Gregorio Cortez captured

This Week in Texas Music History, we meet a fugitive who inspired folk songs in his own lifetime and the launch of an entire field of study after he was gone.

***This Week in Texas Music History is brought to you by Brane Audio***

By Jason Mellard from the Center for Texas Music History at Texas State University.

On June 22, 1901, authorities captured the fugitive Gregorio Cortez along the Rio Grande north of Laredo. This ended one of the most dramatic manhunts in Texas history. Starting ten days earlier in Karnes County, Cortez had traveled over five hundred miles, inspiring one of the most enduring borderlands corridos in the process. Who was he, why was he running, and how did that song come to be?

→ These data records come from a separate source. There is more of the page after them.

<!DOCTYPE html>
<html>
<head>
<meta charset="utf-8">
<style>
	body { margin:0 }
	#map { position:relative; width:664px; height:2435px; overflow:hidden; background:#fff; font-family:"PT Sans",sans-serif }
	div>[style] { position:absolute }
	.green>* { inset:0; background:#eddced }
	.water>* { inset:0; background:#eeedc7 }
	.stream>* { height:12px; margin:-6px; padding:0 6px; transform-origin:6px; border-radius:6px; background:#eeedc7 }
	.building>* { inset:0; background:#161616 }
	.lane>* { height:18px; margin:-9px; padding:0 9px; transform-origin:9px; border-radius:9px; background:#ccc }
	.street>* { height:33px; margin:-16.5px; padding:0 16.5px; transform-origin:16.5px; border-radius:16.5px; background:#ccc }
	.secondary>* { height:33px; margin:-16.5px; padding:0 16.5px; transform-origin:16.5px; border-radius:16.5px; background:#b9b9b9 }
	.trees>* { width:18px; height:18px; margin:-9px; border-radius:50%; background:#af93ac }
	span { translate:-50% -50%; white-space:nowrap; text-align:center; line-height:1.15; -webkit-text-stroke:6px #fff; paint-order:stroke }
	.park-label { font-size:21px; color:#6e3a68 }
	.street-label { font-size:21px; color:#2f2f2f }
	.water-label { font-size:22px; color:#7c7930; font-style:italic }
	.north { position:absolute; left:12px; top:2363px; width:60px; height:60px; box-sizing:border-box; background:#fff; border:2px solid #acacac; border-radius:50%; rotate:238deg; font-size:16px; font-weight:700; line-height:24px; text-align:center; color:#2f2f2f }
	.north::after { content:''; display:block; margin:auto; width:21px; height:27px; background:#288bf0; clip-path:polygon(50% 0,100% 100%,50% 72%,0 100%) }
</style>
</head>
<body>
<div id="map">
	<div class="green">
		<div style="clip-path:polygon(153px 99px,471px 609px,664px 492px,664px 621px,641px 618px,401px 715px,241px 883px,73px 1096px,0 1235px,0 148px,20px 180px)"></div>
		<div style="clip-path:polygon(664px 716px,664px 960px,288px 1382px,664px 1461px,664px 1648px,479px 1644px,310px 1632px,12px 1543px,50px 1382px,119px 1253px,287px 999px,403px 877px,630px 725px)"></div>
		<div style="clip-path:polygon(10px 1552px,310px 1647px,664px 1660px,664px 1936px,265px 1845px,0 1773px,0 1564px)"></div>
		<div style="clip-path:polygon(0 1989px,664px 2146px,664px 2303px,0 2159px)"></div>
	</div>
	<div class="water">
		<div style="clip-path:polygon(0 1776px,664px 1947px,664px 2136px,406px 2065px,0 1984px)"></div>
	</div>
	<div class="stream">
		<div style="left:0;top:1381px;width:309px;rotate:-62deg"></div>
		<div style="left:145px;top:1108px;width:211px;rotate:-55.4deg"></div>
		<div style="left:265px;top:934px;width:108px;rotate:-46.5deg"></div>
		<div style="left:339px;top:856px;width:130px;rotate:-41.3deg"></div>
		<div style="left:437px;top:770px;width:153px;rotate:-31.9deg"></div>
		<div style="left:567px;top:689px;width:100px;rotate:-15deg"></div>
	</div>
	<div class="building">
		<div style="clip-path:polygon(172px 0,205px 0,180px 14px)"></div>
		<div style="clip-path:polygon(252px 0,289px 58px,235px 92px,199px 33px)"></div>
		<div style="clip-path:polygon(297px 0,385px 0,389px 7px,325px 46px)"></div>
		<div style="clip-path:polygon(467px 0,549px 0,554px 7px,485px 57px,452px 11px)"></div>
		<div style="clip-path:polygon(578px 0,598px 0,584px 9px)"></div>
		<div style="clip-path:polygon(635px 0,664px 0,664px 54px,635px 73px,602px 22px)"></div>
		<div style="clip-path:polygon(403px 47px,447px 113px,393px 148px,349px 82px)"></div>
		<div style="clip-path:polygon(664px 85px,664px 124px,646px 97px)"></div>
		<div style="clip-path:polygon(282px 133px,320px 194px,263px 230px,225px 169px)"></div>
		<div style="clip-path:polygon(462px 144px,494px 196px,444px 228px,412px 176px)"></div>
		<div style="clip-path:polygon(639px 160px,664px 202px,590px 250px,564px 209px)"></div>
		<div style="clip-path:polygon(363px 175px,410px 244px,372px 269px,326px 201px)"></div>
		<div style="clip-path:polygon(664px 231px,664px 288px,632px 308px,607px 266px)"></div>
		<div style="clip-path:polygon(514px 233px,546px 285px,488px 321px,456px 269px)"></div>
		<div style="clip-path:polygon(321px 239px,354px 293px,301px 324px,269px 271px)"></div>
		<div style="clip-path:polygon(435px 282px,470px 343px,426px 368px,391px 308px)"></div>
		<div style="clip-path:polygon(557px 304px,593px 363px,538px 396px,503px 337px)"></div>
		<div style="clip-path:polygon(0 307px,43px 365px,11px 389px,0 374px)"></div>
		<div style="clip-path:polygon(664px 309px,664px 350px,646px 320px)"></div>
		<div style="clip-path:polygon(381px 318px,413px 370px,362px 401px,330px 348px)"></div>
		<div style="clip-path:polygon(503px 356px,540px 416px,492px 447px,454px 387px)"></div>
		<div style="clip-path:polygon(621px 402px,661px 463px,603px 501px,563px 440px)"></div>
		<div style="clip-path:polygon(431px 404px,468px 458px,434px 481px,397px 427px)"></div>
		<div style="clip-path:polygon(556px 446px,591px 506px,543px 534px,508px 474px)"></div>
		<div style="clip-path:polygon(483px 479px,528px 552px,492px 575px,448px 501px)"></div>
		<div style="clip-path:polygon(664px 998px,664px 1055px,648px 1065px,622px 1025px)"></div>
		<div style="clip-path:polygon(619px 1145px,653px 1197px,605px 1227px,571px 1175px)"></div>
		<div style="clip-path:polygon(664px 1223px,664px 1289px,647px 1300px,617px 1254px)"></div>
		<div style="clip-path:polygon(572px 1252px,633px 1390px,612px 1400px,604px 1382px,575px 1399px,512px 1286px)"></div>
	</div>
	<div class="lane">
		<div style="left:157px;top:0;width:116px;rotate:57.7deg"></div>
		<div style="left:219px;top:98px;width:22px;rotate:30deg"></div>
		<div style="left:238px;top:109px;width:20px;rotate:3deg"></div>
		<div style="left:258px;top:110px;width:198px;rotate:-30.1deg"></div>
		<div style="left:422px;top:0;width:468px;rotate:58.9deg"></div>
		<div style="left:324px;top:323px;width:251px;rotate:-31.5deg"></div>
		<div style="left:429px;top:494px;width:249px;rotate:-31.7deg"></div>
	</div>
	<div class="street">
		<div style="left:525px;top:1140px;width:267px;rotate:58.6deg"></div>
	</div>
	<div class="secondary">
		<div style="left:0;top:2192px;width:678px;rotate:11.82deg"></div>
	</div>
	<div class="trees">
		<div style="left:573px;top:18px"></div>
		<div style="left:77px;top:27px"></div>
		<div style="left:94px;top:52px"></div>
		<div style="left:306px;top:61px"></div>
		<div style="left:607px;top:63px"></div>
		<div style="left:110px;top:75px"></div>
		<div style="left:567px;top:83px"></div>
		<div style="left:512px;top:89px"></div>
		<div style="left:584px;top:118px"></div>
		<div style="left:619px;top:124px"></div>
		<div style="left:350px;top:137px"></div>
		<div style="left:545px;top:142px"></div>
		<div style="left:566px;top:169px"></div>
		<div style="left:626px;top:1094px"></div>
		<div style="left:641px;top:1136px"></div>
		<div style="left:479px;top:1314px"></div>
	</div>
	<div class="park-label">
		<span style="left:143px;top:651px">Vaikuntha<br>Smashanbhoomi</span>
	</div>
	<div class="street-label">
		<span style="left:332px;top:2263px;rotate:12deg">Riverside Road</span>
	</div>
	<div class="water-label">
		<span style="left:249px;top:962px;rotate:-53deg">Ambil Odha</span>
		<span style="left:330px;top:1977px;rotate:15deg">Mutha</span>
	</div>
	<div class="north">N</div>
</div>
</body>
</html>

In mid-June, Sherriff Brack Morris arrived at Cortez’s home and accused him of horse theft. Cortez knew nothing of the matter, and the exchange became tense. Morris drew his gun and shot Gregorio’s brother. Cortez fired back in self-defense, killing the sheriff, and Cortez’s dramatic flight to the border began. The saga entranced Texans of Mexican heritage who cast their own version of events into a folk song to fill in the gaps from official media’s misinformation. The wrongly-accused man stood defending himself, in the lyrics of the song, “With his pistol in his hand.” The song persisted, sustaining the memory of Cortez’s innocence in standing his ground, even if the historical record didn’t catch up for years.

The song’s verses rang out again decades later in the work of folklorist Américo Paredes. Paredes was a musician himself, performing with his first wife Chelo Silva in Brownsville as a young man. He was a writer, too, who spent WWII working for the Army paper Stars and Stripes. On his return, he enrolled at the University of Texas and made Gregorio Cortez the subject of his dissertation. The result was the classic 1958 book With His Pistol in His Hand: A Border Ballad and Its Hero that traced the origins of the corrido to get a more balanced sense of the South Texas past. Paredes’s fresh look at Cortez opened up the new field of Mexican American Studies and inspired a 1982 film starring Edward James Olmos.

Paredes’s book, Olmos’s film, and the border ballad at their center all sprung from Cortez’s story. So many singers have recounted his deeds since. On record, Pedro Rocha and Lupe Martinez’s is the classic version of the tune, but the song has been covered by many artists, including Los Alegres de Teran and Ramon Ayala y Los Bravos del Norte.

Sources:

Jose E. Limon. Americo Paredes: Culture and Critique. Austin: University of Texas Press, 2012.

Americo Paredes. With His Pistol in His Hand: A Border Ballad and Its Hero. Austin: University of Texas Press, 1958.

Ramon Saldivar. The Borderlands of Culture: Americo Paredes and the Transnational Imaginary. Durham: Duke University Press, 2006.